During the Cold War, over 500 songs were written about nuclear weapons, fear of the Soviet Union, civil defense, bomb shelters, McCarthyism, uranium mining, the space race, espionage, the Berlin Wall, and glasnost. This music uncovers aspects of these world-changing events that documentaries and history books cannot. In Atomic Tunes, Tim and Joanna Smolko explore everything from the serious to the comical, the morbid to the crude, showing the widespread concern among musicians coping with the effect of communism on American society and the threat of a nuclear conflict of global proportions.
Atomic Tunes presents a musical history of the Cold War, analyzing the songs that capture the fear of those who lived under the shadow of Stalin, Sputnik, mushroom clouds, and missiles.
Winner: Royal Dragonfly Best Book - Nonfiction
Heart of a Hoosier
A Year of Inspiration from IU Men's Basketball
Del Duduit, Michelle Medlock Adams
Five NCAA Championships, 22 Big Ten Conference Championships—this is the candy-striped legacy of the Indiana University men's basketball team. In its 120-year history, Indiana basketball has become a giant in college basketball and earned a legion of fans.

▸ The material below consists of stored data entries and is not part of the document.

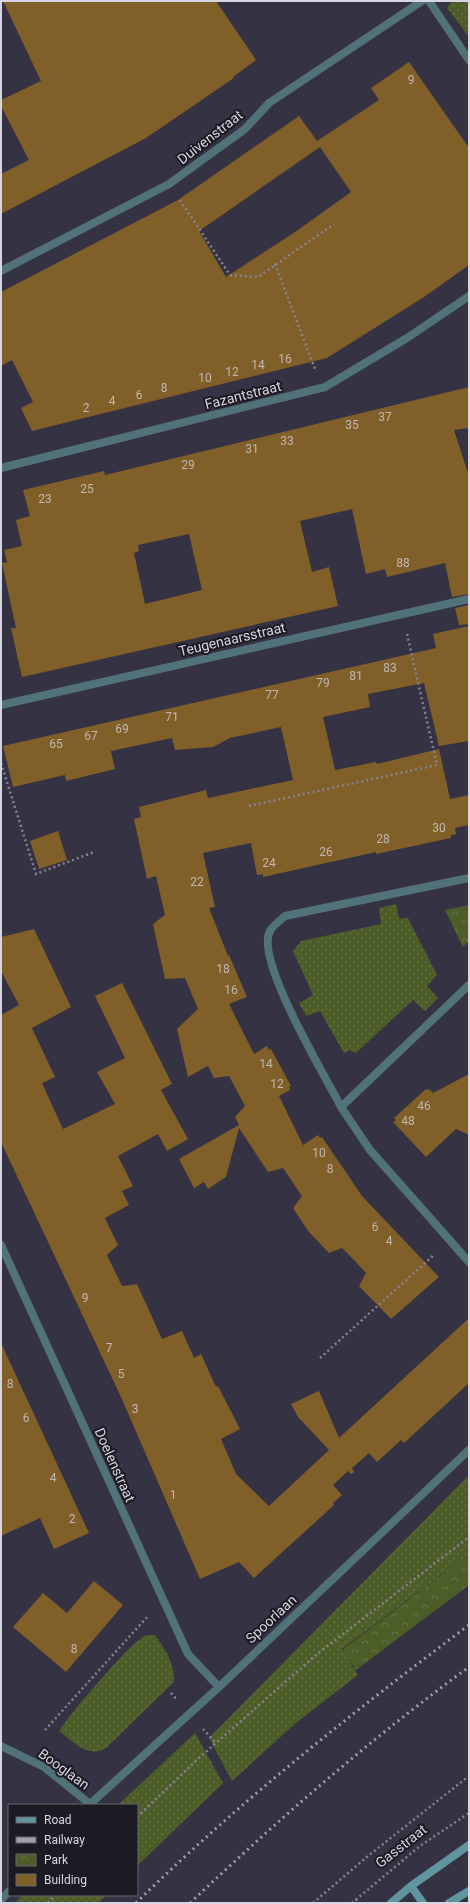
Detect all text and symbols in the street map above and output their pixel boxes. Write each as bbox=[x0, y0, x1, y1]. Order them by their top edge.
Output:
house number: 9 bbox=[408, 73, 414, 87]
street label: Duivenstraat bbox=[174, 106, 246, 167]
house number: 16 bbox=[278, 352, 292, 366]
house number: 14 bbox=[251, 358, 265, 372]
house number: 12 bbox=[225, 365, 239, 379]
house number: 10 bbox=[198, 371, 212, 385]
street label: Fazantstraat bbox=[203, 378, 283, 412]
house number: 8 bbox=[161, 381, 168, 395]
house number: 6 bbox=[136, 388, 143, 402]
house number: 4 bbox=[109, 394, 116, 408]
house number: 2 bbox=[83, 401, 90, 415]
house number: 37 bbox=[378, 410, 392, 424]
house number: 35 bbox=[345, 418, 359, 432]
house number: 33 bbox=[280, 434, 294, 448]
house number: 31 bbox=[245, 442, 259, 456]
house number: 29 bbox=[181, 458, 195, 472]
house number: 25 bbox=[80, 482, 94, 496]
house number: 23 bbox=[38, 492, 52, 506]
house number: 88 bbox=[396, 556, 410, 570]
street label: Teugenaarsstraat bbox=[177, 619, 287, 659]
house number: 83 bbox=[383, 661, 397, 675]
house number: 81 bbox=[349, 669, 363, 683]
house number: 79 bbox=[316, 676, 330, 690]
house number: 77 bbox=[265, 688, 279, 702]
house number: 71 bbox=[165, 710, 179, 724]
house number: 69 bbox=[115, 722, 129, 736]
house number: 67 bbox=[84, 729, 98, 743]
house number: 65 bbox=[49, 737, 63, 751]
house number: 30 bbox=[432, 821, 446, 835]
house number: 28 bbox=[376, 832, 390, 846]
house number: 26 bbox=[319, 845, 333, 859]
house number: 24 bbox=[262, 856, 276, 870]
house number: 22 bbox=[190, 875, 204, 889]
house number: 18 bbox=[216, 962, 230, 976]
house number: 16 bbox=[224, 983, 238, 997]
house number: 14 bbox=[259, 1057, 273, 1071]
house number: 12 bbox=[270, 1077, 284, 1091]
house number: 46 bbox=[417, 1099, 431, 1113]
house number: 48 bbox=[401, 1114, 415, 1128]
house number: 10 bbox=[312, 1146, 326, 1160]
house number: 8 bbox=[327, 1162, 334, 1176]
house number: 6 bbox=[372, 1220, 379, 1234]
house number: 4 bbox=[386, 1234, 393, 1248]
house number: 9 bbox=[82, 1291, 88, 1305]
house number: 7 bbox=[106, 1341, 113, 1355]
house number: 5 bbox=[118, 1367, 125, 1381]
house number: 8 bbox=[7, 1377, 14, 1391]
house number: 3 bbox=[132, 1402, 138, 1416]
house number: 6 bbox=[23, 1411, 30, 1425]
street label: Doelenstraat bbox=[92, 1426, 139, 1505]
house number: 4 bbox=[50, 1471, 57, 1485]
house number: 1 bbox=[170, 1488, 176, 1502]
house number: 2 bbox=[69, 1512, 76, 1526]
street label: Spoorlaan bbox=[242, 1592, 300, 1646]
house number: 8 bbox=[71, 1642, 78, 1656]
street label: Booglaan bbox=[35, 1745, 93, 1793]
legend bbox=[8, 1804, 138, 1896]
text: Road bbox=[44, 1813, 72, 1827]
street label: Gasstraat bbox=[372, 1821, 430, 1871]
text: Railway bbox=[44, 1833, 85, 1847]
text: Park bbox=[44, 1853, 69, 1867]
text: Building bbox=[44, 1873, 87, 1887]

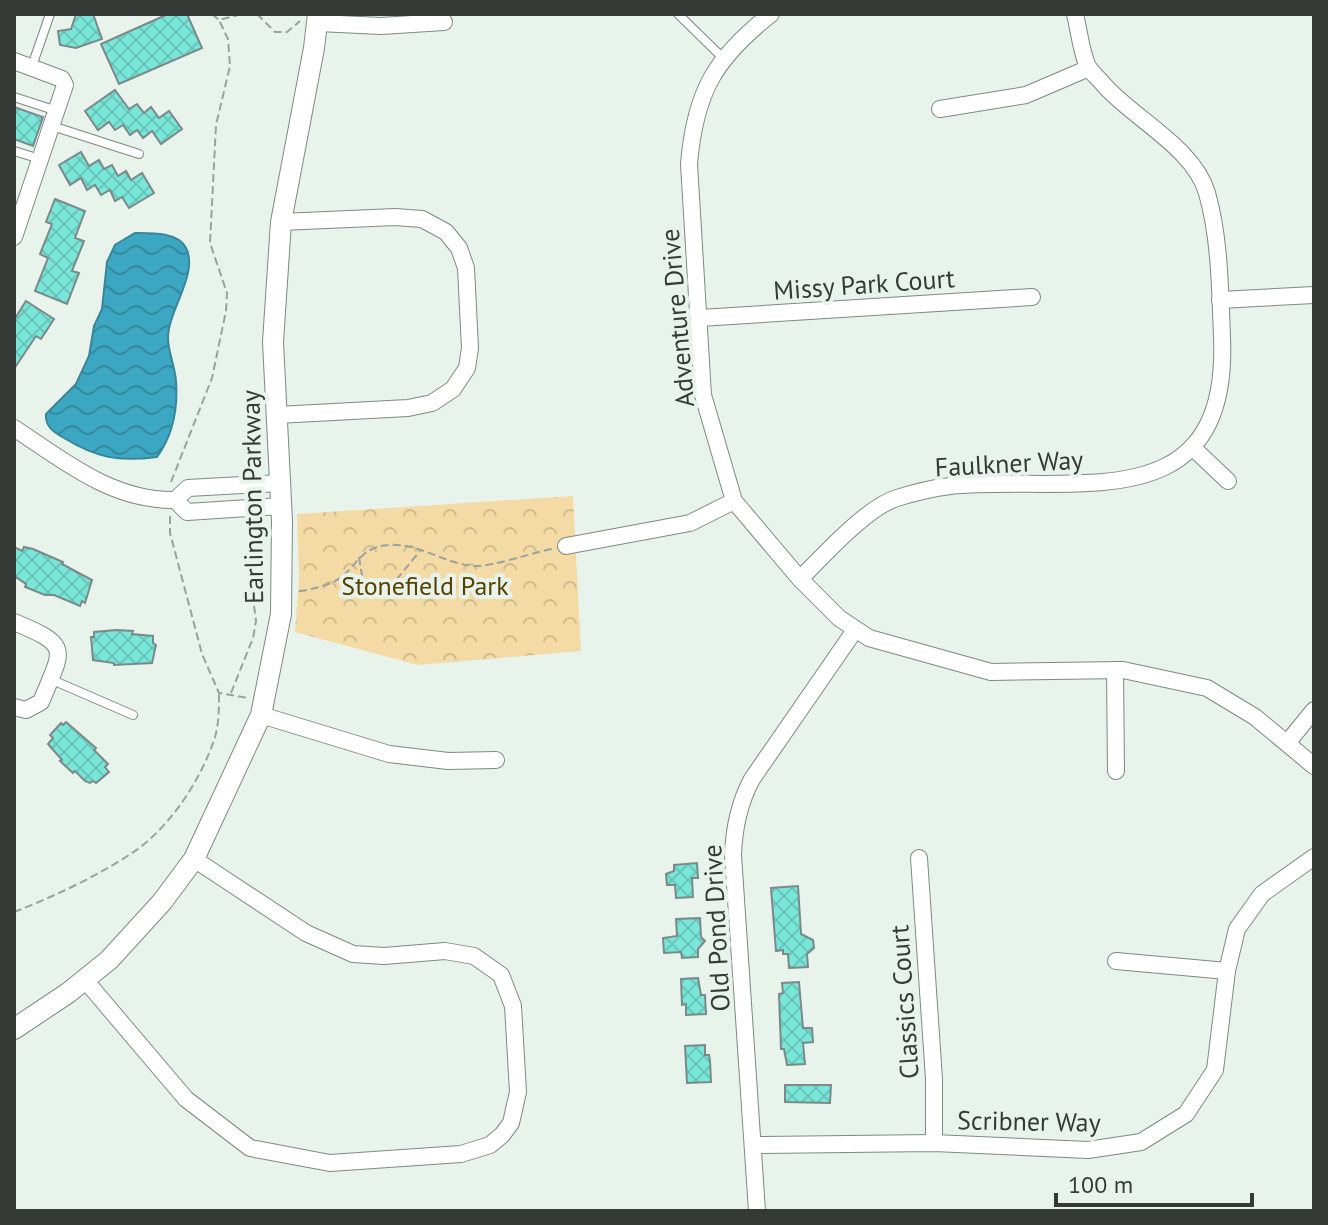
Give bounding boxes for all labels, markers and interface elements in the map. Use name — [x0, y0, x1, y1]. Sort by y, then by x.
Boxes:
street label: Adventure Drive — [653, 227, 701, 409]
street label: Missy Park Court — [772, 261, 956, 307]
street label: Earlington Parkway — [234, 390, 270, 604]
street label: Faulkner Way — [934, 443, 1084, 483]
park label: Stonefield Park — [341, 569, 509, 602]
street label: Old Pond Drive — [695, 844, 737, 1012]
street label: Classics Court — [882, 924, 926, 1080]
street label: Scribner Way — [957, 1103, 1101, 1139]
scale bar — [1056, 1157, 1252, 1207]
text: 100 m — [1068, 1169, 1133, 1200]

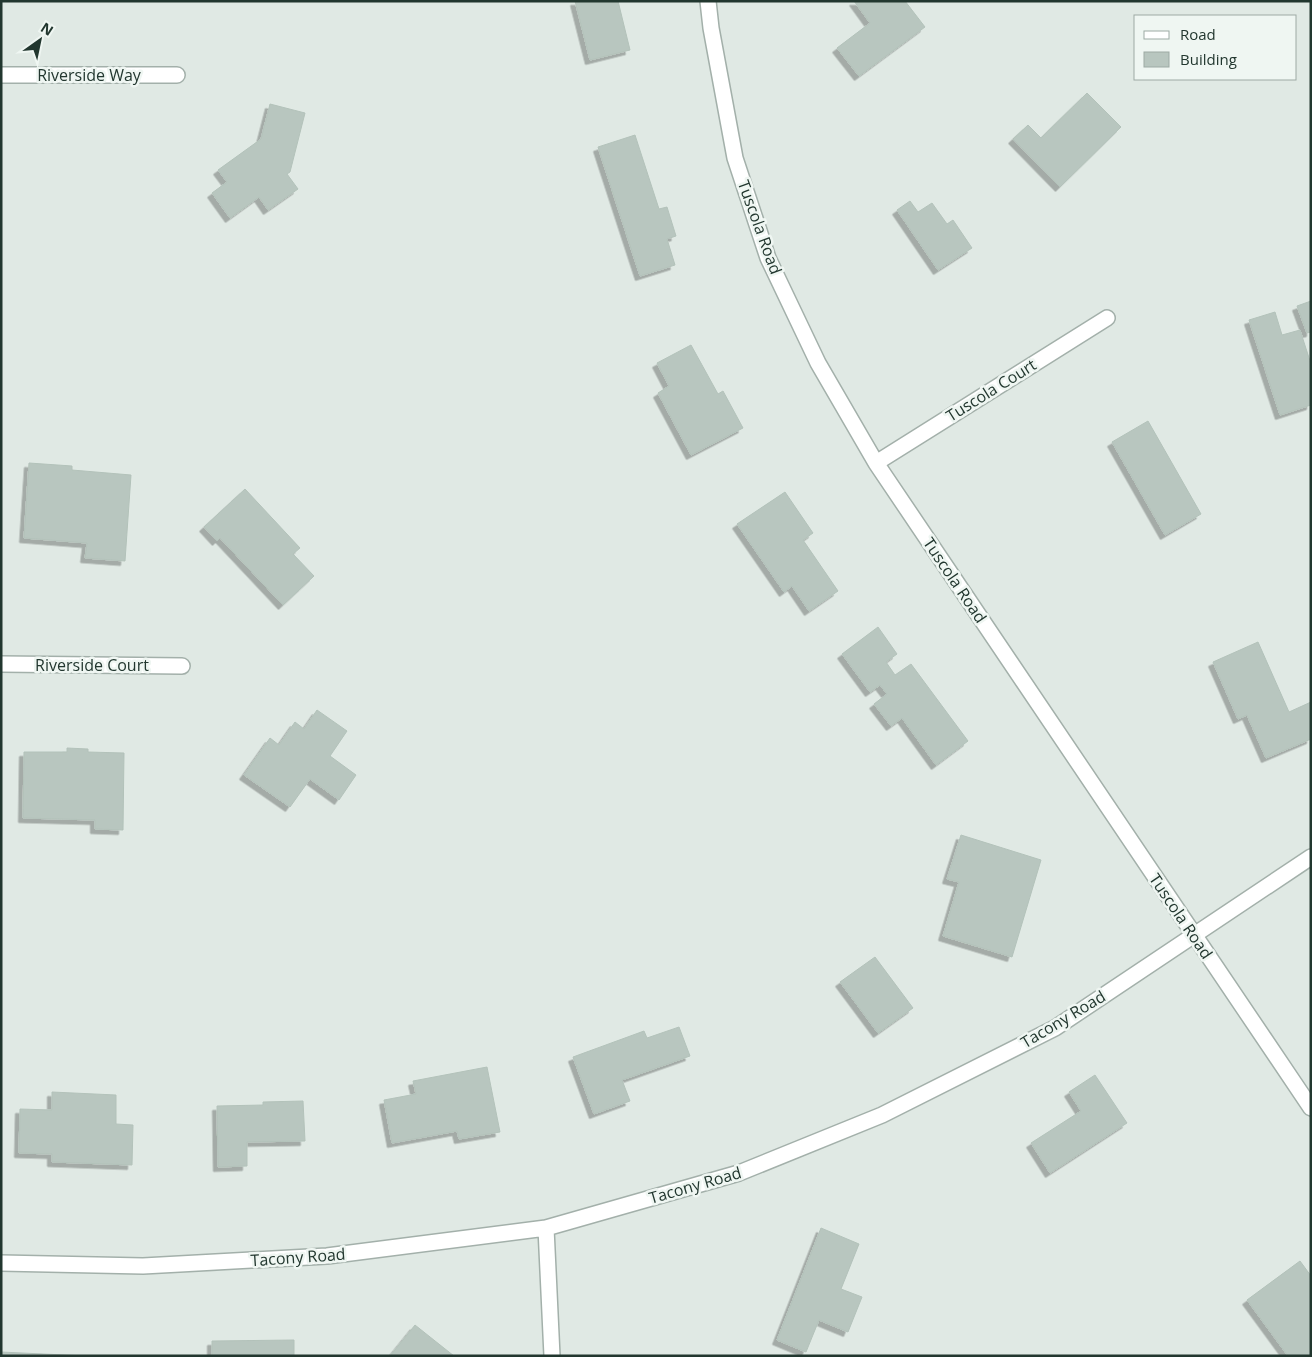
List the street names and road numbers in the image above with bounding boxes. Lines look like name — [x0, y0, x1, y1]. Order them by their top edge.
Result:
street label: Riverside Way — [37, 64, 142, 86]
street label: Tuscola Road — [733, 177, 787, 277]
street label: Tuscola Court — [942, 353, 1040, 426]
street label: Tuscola Road — [918, 533, 992, 627]
street label: Riverside Court — [35, 654, 149, 676]
street label: Tuscola Road — [1144, 869, 1218, 963]
street label: Tacony Road — [1017, 985, 1109, 1053]
street label: Tacony Road — [646, 1161, 744, 1209]
street label: Tacony Road — [250, 1243, 346, 1271]

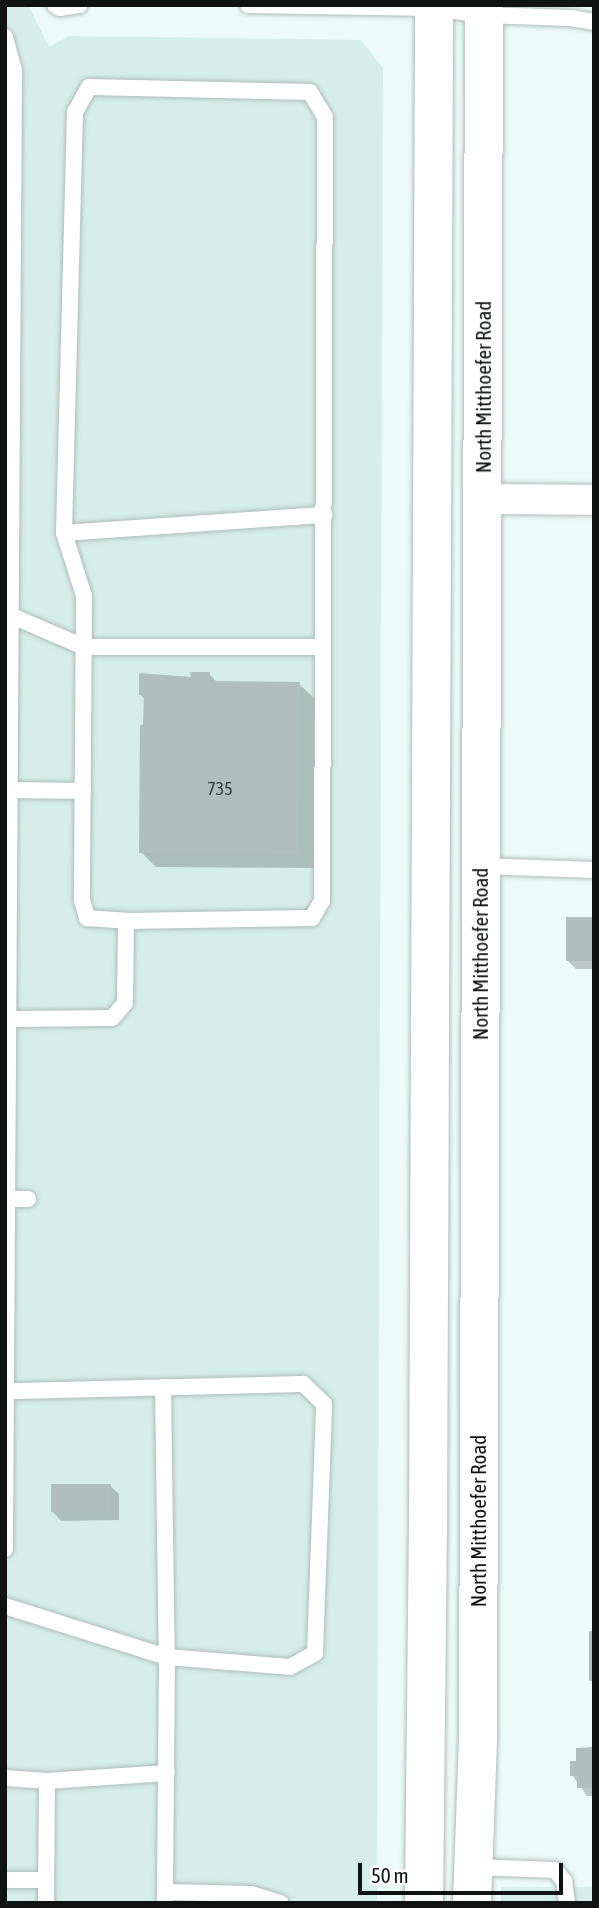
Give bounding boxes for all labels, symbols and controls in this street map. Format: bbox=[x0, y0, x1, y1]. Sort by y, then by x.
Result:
street label: North Mitthoefer Road bbox=[470, 301, 496, 473]
house number: 735 bbox=[207, 778, 233, 800]
street label: North Mitthoefer Road bbox=[467, 868, 493, 1040]
street label: North Mitthoefer Road bbox=[465, 1435, 491, 1607]
scale bar bbox=[361, 1848, 566, 1892]
text: 50 m bbox=[371, 1863, 409, 1887]

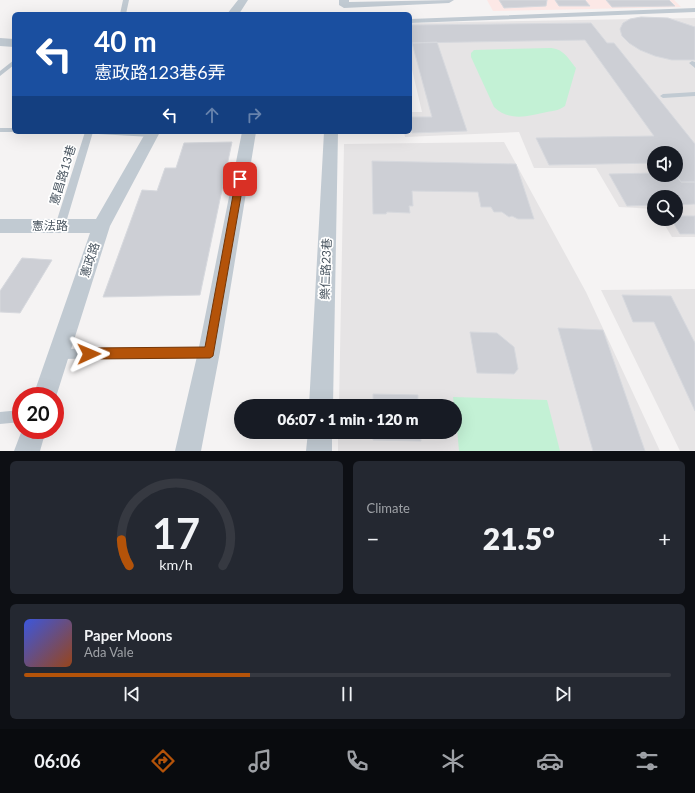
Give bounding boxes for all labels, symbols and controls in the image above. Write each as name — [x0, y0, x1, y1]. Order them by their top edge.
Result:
text: 40 m — [94, 24, 157, 58]
icon: left — [28, 28, 80, 80]
text: 憲政路123巷6弄 — [94, 61, 226, 83]
icon: left — [159, 104, 181, 126]
icon: ahead — [201, 104, 223, 126]
icon: right — [243, 104, 265, 126]
street label: 憲昌路13巷 — [46, 143, 79, 207]
map controls — [647, 146, 683, 226]
button: sound — [647, 146, 683, 182]
pin — [223, 162, 257, 196]
icon: arrive — [229, 168, 251, 190]
button: search — [647, 190, 683, 226]
street label: 憲法路 — [32, 218, 68, 233]
street label: 樂仁路23巷 — [317, 238, 334, 300]
street label: 憲政路 — [77, 240, 102, 279]
position arrow — [68, 333, 110, 375]
speed limit sign: 20 — [12, 387, 64, 439]
text: 06:07 · 1 min · 120 m — [277, 410, 419, 428]
text: Climate — [367, 500, 410, 516]
text: 17 — [152, 507, 200, 557]
text: 21.5° — [483, 520, 555, 556]
text: − — [367, 525, 379, 552]
text: + — [658, 525, 671, 552]
text: km/h — [160, 555, 193, 572]
text: Paper Moons — [84, 626, 172, 644]
text: Ada Vale — [84, 644, 134, 660]
icon: previous — [121, 683, 143, 705]
icon: pause — [336, 683, 358, 705]
icon: next — [552, 683, 574, 705]
icon: directions — [149, 747, 177, 775]
icon: music — [246, 747, 274, 775]
icon: phone — [343, 747, 371, 775]
icon: climate — [439, 747, 467, 775]
icon: car — [536, 747, 564, 775]
icon: filters — [633, 747, 661, 775]
text: 06:06 — [34, 750, 81, 772]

In Heart of a Hoosier: A Year of Inspiration from IU Men's Basketball, authors Del Duduit and Michelle Medlock Adams show readers how the famous moments and personalities of the Indiana Hoosiers can inspire them to reach for success, overcome adversity, be a great team member, and more. Readers will be inspired by a year's worth of stories featuring fierce rivalries with Purdue and Kentucky and legendary players and coaches such as Steve Alford, Isiah Thomas, Calbert Cheaney, George McGinnis, Branch McCracken, and Bobby Knight.
Heart of a Hoosier will entertain and motivate every fan who bleeds Cream & Crimson. Relive the triumphs, groan at the losses, and revel in great traditions!
Winner: Ray and Pat Browne Culture Award - Bests Critically Edited Volume
Reclaiming Popular Documentary
Christie Milliken, Steve F. Anderson, Ezra Winton, Patricia Aufderheide, Zoë Druick, Devon Coutts, Sabiha Ahmad Khan, Anthony Kinik, Michael Brendan Baker, Allison de Fren, Jonathan Kahana, Shilyh Warren, S. Topiary Landberg, Landon Palmer, Dylan Nelson, Alexandra Juhasz, Rick Prelinger, George S. Larke-Walsh
The documentary has achieved rising popularity over the past two decades thanks to streaming services like Netflix and Hulu. Despite this, documentary studies still tends to favor works that appeal primarily to specialists and scholars.
Reclaiming Popular Documentary reverses this long-standing tendency by showing that documentaries can be—and are—made for mainstream or commercial audiences. Editors Christie Milliken and Steve Anderson, who consider popular documentary to be a subfield of documentary studies, embrace an expanded definition of popular to acknowledge the many evolving forms of documentary, such as branded entertainment, fictional hybrids, and works with audience participation. Together, these essays address emerging documentary forms—including web-docs, virtual reality, immersive journalism, viral media, interactive docs, and video-on-demand—and offer the critical tools viewers need to analyze contemporary documentaries and consider how they are persuaded by and represented in documentary media.
By combining perspectives of scholars and makers, Reclaiming Popular Documentary brings new understandings and international perspectives to familiar texts using critical models that will engage media scholars and fans alike.